Cotreating can lead to double billing trouble

Rehab Regs, June 29, 2005

If you provide cotreatment with another therapist, be careful how you bill. If you don't master the correct way to document your time with this patient and bill accordingly, you could get nabbed for double billing. Read on to find out how to avoid an audit.

Consider this example: You work with a patient on gait training and need an extra pair of arms to assist you. You enlist the help of another therapist, and by the end of the treatment, both of you have spent a full hour with this patient. When it comes time to submit a claim, for how much time should you bill?

An easy way to remember the correct way to bill is to think of the patient's time in therapy rather than the therapists', says Ann Lambert Kremer, OTR/L, MHSA, CPC, a consultant with Beacon Rehab Solutions in Portland, ME.

"Therapists should document separately, but when they bill, they should be billing for the time the patient spent in therapy," says Kremer. "This is all Medicare will allow."

Here's another example: A PT works on trunk control while an OT works with the same patient, at the same time, on an activity of daily living. The patient benefits because the session helps him or her build strength while performing a task that he or she will likely have to do at home.
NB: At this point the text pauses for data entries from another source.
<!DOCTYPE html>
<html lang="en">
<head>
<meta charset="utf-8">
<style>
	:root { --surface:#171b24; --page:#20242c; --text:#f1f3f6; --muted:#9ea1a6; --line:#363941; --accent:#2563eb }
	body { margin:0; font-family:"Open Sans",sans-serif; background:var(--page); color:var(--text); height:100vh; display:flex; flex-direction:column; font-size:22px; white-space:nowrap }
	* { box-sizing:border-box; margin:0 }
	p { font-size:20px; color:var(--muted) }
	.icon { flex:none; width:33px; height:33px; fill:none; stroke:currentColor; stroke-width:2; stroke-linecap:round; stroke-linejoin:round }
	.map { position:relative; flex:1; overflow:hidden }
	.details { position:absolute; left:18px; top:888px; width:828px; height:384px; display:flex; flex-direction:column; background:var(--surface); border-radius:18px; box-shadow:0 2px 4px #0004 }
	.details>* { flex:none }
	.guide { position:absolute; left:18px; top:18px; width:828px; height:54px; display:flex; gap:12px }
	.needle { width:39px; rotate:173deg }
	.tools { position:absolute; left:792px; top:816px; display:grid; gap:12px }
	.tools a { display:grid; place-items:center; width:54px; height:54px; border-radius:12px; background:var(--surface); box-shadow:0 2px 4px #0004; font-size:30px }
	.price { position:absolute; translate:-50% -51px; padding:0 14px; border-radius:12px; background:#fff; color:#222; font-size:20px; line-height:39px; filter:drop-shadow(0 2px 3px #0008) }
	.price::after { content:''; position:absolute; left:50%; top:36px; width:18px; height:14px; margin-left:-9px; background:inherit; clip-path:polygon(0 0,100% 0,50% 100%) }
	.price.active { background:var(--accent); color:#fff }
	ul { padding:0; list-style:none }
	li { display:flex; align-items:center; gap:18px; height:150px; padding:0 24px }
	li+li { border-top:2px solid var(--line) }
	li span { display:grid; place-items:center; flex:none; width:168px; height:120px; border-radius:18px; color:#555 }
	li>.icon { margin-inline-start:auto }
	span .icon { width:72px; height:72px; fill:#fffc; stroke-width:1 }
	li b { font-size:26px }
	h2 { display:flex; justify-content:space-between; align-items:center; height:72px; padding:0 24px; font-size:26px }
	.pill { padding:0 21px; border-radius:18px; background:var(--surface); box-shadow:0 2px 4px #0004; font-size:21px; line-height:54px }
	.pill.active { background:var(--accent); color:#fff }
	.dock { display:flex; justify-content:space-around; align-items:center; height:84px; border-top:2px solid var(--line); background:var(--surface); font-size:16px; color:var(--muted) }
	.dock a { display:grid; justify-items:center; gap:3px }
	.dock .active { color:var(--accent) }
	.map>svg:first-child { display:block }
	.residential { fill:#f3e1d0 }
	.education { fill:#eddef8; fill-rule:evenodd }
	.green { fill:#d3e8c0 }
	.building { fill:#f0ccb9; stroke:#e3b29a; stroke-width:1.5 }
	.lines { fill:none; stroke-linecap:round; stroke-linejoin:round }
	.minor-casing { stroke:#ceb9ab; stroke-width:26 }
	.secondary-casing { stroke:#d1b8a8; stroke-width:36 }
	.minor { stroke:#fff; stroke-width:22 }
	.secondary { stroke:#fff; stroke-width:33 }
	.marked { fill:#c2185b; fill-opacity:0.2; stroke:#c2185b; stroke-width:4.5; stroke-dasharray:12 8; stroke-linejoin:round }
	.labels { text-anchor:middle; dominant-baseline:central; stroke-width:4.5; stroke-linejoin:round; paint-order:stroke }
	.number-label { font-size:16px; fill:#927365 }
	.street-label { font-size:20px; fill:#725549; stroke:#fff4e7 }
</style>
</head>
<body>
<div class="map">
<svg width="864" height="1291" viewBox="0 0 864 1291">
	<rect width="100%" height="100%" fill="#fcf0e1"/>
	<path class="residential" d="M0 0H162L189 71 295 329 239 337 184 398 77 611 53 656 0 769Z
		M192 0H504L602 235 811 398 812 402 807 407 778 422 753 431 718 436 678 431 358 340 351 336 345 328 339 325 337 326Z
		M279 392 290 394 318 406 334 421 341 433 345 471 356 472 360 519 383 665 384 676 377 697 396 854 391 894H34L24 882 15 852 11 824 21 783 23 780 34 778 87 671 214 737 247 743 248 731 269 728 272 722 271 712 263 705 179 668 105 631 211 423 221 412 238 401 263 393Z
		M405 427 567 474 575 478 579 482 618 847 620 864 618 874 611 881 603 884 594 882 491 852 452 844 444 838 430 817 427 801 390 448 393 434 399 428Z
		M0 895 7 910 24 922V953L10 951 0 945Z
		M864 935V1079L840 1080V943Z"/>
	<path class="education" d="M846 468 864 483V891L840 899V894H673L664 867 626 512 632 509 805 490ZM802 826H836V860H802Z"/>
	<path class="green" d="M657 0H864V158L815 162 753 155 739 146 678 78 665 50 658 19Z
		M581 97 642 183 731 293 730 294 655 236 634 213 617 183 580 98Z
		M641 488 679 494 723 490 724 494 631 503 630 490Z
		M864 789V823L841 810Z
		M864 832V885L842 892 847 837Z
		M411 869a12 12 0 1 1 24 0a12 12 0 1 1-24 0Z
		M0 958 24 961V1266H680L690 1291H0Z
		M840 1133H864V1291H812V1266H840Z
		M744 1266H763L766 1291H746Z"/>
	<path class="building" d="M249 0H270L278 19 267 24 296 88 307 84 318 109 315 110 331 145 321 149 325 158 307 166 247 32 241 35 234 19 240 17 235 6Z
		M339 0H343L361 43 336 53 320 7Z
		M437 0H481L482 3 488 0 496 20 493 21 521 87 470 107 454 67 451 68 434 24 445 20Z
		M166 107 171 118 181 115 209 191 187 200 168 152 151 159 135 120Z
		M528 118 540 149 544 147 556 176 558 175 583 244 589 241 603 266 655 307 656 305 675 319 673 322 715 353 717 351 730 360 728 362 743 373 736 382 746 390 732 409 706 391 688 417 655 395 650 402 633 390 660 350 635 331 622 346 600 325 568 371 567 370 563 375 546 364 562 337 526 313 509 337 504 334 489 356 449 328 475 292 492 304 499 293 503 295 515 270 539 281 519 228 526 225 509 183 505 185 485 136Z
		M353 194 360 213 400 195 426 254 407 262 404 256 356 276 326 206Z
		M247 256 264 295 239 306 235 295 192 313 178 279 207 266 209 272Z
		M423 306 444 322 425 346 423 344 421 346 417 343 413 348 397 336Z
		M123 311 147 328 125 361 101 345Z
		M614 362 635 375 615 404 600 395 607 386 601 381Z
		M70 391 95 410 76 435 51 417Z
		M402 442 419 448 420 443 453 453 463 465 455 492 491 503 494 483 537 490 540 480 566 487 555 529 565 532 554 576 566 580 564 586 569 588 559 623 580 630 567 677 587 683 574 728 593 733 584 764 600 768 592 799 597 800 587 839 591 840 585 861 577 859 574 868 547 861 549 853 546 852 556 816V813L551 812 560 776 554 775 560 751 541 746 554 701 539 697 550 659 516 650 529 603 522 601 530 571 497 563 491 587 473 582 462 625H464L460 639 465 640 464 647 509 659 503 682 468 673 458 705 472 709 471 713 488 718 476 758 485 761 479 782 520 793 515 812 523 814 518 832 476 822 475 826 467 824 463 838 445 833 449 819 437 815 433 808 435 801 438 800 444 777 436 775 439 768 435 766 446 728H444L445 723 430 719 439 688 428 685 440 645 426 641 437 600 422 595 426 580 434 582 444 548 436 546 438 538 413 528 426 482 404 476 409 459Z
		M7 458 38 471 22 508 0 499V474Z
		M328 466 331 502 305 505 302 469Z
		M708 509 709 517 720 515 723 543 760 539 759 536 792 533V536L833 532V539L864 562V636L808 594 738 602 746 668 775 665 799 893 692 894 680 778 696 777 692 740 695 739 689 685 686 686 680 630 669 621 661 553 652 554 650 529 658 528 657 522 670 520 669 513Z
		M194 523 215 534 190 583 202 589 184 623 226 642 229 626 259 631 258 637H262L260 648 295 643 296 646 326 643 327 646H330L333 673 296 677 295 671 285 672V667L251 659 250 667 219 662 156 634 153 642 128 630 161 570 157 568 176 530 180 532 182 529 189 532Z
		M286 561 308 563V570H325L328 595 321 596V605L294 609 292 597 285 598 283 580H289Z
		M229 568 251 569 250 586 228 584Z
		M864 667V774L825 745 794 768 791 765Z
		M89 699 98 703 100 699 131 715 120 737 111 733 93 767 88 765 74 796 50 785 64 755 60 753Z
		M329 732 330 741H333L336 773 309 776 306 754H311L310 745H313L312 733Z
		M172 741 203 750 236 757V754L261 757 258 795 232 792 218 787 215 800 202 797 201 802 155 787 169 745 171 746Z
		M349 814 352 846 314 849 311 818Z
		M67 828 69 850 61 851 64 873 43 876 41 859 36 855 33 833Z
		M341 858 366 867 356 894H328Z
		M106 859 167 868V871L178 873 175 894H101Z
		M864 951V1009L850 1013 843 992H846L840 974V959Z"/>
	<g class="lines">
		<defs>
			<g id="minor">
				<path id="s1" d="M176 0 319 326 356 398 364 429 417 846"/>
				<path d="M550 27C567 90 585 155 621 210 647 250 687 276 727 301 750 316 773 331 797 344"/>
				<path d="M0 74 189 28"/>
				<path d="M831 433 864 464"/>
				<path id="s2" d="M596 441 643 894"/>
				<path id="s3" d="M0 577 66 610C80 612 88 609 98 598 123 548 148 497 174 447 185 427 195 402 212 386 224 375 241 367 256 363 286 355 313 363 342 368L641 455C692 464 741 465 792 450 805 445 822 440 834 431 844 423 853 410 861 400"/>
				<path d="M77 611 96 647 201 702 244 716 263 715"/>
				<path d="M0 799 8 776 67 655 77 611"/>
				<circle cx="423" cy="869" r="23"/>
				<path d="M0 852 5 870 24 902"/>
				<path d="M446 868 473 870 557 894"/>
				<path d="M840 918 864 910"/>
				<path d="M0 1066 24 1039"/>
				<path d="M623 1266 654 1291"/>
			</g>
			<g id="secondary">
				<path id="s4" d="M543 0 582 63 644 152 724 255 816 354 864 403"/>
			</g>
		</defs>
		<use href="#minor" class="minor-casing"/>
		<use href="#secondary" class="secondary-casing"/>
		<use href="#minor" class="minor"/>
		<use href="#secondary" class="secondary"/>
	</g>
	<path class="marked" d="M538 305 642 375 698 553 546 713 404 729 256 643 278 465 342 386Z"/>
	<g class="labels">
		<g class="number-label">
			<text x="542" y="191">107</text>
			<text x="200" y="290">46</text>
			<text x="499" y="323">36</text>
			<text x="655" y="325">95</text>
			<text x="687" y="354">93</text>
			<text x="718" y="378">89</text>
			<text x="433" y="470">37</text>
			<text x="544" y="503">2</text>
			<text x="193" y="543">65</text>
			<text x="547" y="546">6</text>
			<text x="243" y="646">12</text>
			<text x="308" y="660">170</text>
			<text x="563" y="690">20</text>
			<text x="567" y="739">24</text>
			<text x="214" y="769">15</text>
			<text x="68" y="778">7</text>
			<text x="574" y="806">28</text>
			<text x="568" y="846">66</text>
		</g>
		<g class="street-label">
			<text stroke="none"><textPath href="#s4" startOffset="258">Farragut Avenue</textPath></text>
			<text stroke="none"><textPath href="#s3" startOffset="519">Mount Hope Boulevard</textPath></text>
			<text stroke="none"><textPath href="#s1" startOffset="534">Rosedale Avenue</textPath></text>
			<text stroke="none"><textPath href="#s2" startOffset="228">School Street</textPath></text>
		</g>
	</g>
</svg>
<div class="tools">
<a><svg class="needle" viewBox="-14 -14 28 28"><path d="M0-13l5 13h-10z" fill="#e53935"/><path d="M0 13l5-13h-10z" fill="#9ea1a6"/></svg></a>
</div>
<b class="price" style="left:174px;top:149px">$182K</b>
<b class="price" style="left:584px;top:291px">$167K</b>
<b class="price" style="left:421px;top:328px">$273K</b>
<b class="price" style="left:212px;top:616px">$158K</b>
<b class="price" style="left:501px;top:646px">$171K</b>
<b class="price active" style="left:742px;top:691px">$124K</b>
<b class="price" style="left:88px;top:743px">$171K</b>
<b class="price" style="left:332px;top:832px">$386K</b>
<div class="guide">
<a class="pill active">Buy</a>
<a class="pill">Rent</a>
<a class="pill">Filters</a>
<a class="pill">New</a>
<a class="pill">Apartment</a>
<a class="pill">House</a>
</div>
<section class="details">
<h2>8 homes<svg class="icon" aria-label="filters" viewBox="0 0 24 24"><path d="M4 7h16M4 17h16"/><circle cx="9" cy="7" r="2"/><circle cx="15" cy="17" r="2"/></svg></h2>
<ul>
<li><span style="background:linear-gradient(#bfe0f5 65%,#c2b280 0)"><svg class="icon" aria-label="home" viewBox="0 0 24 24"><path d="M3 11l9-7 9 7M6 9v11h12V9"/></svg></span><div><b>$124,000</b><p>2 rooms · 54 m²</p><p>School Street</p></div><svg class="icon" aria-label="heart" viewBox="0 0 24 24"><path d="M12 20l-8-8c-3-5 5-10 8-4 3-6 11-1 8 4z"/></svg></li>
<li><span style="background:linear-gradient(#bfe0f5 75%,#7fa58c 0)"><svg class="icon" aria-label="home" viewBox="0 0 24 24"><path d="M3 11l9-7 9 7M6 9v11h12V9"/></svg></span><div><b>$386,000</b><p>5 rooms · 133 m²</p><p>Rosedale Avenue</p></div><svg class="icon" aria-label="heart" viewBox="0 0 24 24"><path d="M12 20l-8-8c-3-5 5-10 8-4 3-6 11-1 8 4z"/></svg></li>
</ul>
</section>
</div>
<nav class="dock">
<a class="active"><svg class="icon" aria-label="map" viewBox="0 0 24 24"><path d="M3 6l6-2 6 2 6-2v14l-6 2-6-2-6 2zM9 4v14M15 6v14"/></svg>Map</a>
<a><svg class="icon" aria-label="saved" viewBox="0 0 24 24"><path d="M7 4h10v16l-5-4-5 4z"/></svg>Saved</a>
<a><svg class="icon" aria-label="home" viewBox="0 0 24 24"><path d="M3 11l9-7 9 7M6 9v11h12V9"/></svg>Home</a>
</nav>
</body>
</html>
"The patient can be working on trunk control in a functional exercise rather than just spending time in therapy," says Terry Cichon, CPA, director of healthcare operations for FR&R Consulting in Deerfield, IL.

That is, one therapist can bill for the 60 minutes of treatment, or each therapist can bill for 30 minutes of treatment time, as long as both therapists provided skilled treatments that were medically necessary.
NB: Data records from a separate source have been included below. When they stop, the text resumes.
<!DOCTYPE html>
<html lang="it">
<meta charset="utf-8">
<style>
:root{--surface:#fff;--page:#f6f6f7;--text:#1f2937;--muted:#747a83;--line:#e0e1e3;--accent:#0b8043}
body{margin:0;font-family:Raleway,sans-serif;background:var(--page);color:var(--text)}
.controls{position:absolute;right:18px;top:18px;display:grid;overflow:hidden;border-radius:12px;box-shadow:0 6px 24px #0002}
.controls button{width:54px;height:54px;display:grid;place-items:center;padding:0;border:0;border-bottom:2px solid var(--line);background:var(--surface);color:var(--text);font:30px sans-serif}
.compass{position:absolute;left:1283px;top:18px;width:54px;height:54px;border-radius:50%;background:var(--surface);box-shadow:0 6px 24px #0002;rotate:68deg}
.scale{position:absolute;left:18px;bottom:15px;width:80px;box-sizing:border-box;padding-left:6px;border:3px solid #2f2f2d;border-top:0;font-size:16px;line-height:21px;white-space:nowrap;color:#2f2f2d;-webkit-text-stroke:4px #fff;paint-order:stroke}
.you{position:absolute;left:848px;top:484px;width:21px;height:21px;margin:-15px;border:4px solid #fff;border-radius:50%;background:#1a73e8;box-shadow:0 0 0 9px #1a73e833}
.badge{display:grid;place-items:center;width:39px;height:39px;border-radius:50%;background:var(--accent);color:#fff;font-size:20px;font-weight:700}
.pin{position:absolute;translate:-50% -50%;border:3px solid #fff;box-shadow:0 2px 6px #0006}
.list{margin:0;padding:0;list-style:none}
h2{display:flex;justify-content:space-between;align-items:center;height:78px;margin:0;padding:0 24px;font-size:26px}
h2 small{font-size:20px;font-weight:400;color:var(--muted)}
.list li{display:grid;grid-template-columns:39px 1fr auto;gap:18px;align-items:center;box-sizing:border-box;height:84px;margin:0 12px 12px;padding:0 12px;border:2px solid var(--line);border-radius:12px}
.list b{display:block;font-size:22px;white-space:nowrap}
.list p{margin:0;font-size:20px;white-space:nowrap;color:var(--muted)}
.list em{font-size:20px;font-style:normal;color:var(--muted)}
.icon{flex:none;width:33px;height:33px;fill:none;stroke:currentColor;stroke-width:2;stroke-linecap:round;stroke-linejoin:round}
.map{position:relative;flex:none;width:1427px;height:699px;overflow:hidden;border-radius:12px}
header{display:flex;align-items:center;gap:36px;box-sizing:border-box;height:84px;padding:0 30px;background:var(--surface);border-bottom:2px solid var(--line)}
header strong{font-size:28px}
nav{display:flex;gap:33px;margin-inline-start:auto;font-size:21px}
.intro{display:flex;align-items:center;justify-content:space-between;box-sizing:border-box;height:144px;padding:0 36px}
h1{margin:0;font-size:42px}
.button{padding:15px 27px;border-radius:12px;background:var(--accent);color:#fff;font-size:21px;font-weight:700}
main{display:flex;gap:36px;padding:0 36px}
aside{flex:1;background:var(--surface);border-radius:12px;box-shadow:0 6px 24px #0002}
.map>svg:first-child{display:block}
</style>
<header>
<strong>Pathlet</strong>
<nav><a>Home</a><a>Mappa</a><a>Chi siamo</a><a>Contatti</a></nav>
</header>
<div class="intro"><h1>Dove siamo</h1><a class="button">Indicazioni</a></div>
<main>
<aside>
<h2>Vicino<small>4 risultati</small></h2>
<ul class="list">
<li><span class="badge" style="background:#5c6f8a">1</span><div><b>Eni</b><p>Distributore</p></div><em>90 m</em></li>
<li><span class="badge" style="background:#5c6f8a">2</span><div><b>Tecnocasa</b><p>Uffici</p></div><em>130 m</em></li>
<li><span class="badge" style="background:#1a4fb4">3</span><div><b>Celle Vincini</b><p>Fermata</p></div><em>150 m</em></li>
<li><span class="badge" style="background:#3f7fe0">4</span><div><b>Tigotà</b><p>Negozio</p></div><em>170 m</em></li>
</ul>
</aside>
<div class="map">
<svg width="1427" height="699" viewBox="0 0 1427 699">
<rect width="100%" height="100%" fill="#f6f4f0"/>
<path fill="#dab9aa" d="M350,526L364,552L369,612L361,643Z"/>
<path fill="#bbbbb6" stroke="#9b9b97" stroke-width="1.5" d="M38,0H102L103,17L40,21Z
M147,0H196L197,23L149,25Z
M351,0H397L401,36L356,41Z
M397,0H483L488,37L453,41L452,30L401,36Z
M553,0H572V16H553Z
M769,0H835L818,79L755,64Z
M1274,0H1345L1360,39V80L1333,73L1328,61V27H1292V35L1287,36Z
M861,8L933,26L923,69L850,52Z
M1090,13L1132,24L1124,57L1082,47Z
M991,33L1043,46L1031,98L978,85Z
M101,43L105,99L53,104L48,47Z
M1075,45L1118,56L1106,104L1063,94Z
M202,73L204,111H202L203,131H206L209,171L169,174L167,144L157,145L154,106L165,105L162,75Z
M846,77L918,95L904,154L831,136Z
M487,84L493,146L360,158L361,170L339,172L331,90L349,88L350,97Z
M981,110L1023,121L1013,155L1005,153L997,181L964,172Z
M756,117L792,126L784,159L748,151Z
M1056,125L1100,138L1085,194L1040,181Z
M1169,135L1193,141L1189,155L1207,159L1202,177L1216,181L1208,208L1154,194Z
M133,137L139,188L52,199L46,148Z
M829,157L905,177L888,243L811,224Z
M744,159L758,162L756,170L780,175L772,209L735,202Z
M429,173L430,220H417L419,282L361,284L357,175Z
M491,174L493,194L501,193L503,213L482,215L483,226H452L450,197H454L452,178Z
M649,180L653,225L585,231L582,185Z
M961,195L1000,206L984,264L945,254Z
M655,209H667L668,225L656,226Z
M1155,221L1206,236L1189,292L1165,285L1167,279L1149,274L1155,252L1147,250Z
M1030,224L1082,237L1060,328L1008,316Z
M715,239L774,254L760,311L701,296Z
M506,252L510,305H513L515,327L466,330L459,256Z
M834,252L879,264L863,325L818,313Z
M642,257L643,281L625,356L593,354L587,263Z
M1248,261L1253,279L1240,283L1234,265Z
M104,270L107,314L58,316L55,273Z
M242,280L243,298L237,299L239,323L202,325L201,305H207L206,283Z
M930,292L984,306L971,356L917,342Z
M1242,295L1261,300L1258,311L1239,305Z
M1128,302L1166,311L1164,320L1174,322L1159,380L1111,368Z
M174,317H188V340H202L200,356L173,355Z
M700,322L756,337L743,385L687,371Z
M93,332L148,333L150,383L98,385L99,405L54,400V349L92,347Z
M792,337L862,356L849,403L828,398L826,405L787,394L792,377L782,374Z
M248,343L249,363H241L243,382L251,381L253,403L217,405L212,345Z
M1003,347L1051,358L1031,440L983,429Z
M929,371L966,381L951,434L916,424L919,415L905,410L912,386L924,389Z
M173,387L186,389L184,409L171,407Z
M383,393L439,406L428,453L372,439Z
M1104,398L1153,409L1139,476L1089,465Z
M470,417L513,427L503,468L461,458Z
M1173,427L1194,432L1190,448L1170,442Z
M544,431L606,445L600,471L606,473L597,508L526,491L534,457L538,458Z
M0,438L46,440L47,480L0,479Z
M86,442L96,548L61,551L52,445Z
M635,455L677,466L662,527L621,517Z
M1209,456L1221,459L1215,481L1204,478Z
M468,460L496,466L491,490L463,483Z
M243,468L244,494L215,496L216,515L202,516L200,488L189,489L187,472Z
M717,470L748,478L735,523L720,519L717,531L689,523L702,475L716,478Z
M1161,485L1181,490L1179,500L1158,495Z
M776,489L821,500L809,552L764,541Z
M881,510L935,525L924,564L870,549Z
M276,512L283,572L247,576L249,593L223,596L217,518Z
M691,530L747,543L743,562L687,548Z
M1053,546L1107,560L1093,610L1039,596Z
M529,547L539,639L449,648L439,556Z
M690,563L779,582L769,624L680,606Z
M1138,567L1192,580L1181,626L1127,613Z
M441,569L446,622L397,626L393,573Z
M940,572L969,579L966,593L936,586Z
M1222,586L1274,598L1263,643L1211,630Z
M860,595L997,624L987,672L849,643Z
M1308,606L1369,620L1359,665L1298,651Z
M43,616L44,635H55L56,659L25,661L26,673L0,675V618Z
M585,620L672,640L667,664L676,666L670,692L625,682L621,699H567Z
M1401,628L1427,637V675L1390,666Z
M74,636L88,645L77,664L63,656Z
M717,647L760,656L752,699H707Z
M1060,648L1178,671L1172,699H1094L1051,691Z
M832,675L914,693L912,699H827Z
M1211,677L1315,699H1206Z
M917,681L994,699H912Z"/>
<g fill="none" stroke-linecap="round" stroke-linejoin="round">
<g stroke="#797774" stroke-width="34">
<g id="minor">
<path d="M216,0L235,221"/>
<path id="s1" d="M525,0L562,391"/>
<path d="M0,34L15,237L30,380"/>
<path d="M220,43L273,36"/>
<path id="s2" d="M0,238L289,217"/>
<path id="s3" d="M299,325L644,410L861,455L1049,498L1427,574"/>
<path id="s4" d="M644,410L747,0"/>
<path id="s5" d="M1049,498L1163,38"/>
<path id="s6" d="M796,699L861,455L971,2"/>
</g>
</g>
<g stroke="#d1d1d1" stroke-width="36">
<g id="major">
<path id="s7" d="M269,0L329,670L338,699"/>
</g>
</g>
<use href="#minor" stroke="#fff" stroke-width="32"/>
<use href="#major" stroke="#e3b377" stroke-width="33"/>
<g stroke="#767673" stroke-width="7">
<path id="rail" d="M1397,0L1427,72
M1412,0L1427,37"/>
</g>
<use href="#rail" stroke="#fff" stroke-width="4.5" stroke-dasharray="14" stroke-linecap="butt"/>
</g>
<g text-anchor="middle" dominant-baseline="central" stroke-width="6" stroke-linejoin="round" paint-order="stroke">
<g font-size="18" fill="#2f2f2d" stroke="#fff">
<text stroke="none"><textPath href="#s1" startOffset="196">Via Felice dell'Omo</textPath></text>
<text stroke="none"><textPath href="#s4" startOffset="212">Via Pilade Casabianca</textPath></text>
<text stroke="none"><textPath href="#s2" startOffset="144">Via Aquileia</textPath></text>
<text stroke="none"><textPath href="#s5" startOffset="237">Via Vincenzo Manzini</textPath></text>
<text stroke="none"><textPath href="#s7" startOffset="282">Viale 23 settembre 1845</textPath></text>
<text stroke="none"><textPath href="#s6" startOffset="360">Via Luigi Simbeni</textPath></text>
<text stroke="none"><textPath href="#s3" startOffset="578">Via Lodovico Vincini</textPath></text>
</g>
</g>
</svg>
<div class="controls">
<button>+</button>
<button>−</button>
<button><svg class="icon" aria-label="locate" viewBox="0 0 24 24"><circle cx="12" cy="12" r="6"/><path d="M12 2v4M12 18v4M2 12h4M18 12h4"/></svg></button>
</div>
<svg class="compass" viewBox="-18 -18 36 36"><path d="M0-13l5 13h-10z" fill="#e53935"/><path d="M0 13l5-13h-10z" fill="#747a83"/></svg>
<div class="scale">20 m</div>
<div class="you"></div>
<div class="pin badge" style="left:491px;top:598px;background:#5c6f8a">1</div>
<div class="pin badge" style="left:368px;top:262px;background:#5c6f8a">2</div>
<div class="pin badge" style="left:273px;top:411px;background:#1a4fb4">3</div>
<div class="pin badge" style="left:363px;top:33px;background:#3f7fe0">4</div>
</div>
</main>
In some cases, if the patient's needs allow one therapist to be substituted for an aide or an assistant, this may be a more cost-effective route. When two therapists treat together, one forgoes another patient whose treatment he or she could bill for.

"Two minds are better than one, and [cotreating] should be done with complex patients," Kremer says. "But in other cases, it's more efficient to use an aide or an assistant."

However, if you feel that a patient can benefit more from two therapists, you may want to forgo the additional reimbursement and productivity to ensure that you provide the patient with the treatment he or she needs.

"If I'm cotreating for a full hour and can only bill for 30 minutes, I was technically 'nonproductive' for the other 30 minutes," says Cichon. "But it's more important that the patient receives proper treatment."

But just because Medicare doesn't allow double billing for cotreatment doesn't mean all other payers do. "Some of your patients might have private insurance or workers' comp, and those payers could view it differently," says Kremer. "If you felt cotreating was truly in the patient's best interest, you could call and ask the payer for permission to do so."

Your carrier or fiscal intermediary (FI) might not know whether you double bill unless it looks at the documentation in your charts. But this isn't a chance you want to take, says Lee Heinbaugh, controller for PMGO, Inc., long-term care consultants in Cleveland. You could fall under audit scrutiny and have to pay the money back if you're caught.

"The first time, [your carrier or FI] will usually dis-allow it and put you under review so it doesn't become a habit," says Heinbaugh. "If you've been told it's wrong and you continue to do it, now you're billing inappropriately to a federal program."